Probably my favorite is the Cook Ding story from Zhuangzi, a brief account of a Duke being enthralled to see his cook engage in butchering an ox with as much grace as a ritual dancer and asking the cook to tell him about his work.  I like teaching this because it sums up so much of Daoist thought – the idea that “experts” are not necessarily the people who are in a position to teach, that hierarchies are unstable even within particular relationships, that overthinking an activity often undermines it, that the most mundane activities can become art, that allowing natural tendencies within one’s situation to work for one is the key to effectiveness, and that perceiving as clearly and as fully as one can is fundamental to finding meaning in life.  It is also a completely startling story, and in this sense it demonstrates the Daoist effort to undermine expectations so as to prompt readers to perceive things freshly.

Which pieces do you find resonate most with students?

This varies a lot with the class and the context.  Once they get used to the light-heartedness of the Zhuangzi, students often find it engaging, and I have often made use of stories from it in Introduction to Philosophy and Introduction to Ethics classes.

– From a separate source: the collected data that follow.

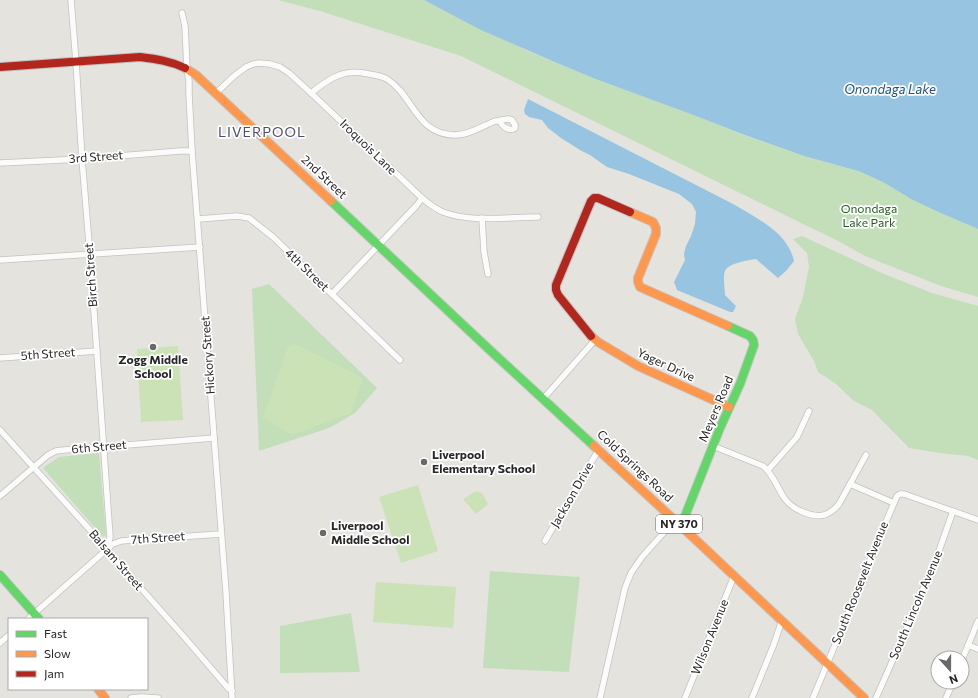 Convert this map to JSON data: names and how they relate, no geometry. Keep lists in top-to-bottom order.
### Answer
{
  "streets": {
    "main road": [
      "2nd Street",
      "Yager Drive",
      "Meyers Road",
      "Cold Springs Road",
      "NY 370"
    ],
    "street": [
      "Iroquois Lane",
      "3rd Street",
      "4th Street",
      "Birch Street",
      "5th Street",
      "Hickory Street",
      "6th Street",
      "Jackson Drive",
      "7th Street",
      "Balsam Street",
      "South Roosevelt Avenue",
      "South Lincoln Avenue",
      "Wilson Avenue"
    ]
  },
  "crossings": [
    ["Iroquois Lane", "2nd Street"],
    ["3rd Street", "Birch Street"],
    ["3rd Street", "Hickory Street"],
    ["2nd Street", "Birch Street"],
    ["2nd Street", "Hickory Street"],
    ["2nd Street", "Cold Springs Road"],
    ["4th Street", "Hickory Street"],
    ["Birch Street", "5th Street"],
    ["Birch Street", "6th Street"],
    ["Birch Street", "7th Street"],
    ["Birch Street", "Balsam Street"],
    ["Hickory Street", "6th Street"],
    ["Hickory Street", "7th Street"],
    ["Hickory Street", "Balsam Street"],
    ["Yager Drive", "Meyers Road"],
    ["Meyers Road", "Cold Springs Road"],
    ["6th Street", "Balsam Street"],
    ["Cold Springs Road", "Jackson Drive"],
    ["Cold Springs Road", "South Roosevelt Avenue"],
    ["Cold Springs Road", "Wilson Avenue"],
    ["7th Street", "Balsam Street"]
  ],
  "districts": ["LIVERPOOL"],
  "water": ["Onondaga Lake"],
  "parks": ["Onondaga Lake Park"],
  "places": ["Zogg Middle School", "Liverpool Elementary School", "Liverpool Middle School"],
  "legend": ["Fast", "Slow", "Jam"],
  "north": "bottom"
} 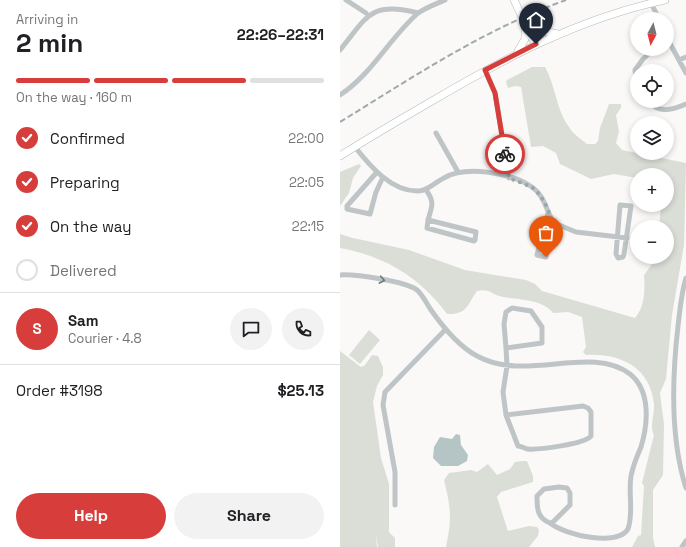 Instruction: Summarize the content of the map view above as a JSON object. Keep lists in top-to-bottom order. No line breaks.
{"north":"bottom","page":{"heading":["2 min","Arriving in","22:26–22:31"],"panel":["Sam","Courier · 4.8","Order #3198","$25.13"],"map_buttons":["+","−"],"bar":"On the way · 160 m","list":[["Confirmed","22:00"],["Preparing","22:05"],["On the way","22:15"],"Delivered"],"round":"S","buttons":["Help","Share"]}}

These days, I am teaching predominantly aesthetics courses.  In these, probably students resonate most with articles on the ways that artworks can reinforce stereotypes, for example, Paul Taylor’s “The Last King of Scotland – The Ethics of Race in Film” and Laura Mulvey’s “Woman as Image, Man as Bearer of the Look.”  They also seem engrossed by the question of what to make of film that is in many ways “good” from an aesthetic point of view but far from good when evaluated ethically.  Mary Devereaux’s “Beauty and Evil: The Case of Leni Riefenstahl” engages them in connection with this question.

What are the biggest challenges and rewards in teaching these?

One challenge is to avoid being too didactic when discussing art and ethics.  Another is to make it clear that deciding whether a film has a good or bad moral message is not the end of the story.  A great reward is seeing that students get the importance of the problem of art playing on and potentially reinforcing stereotypes.  It is also very satisfying when they are able to articulate how art, even though fictional, might be able to harm people.

What advice do you have for other philosophers interested in these pieces you’re recommending?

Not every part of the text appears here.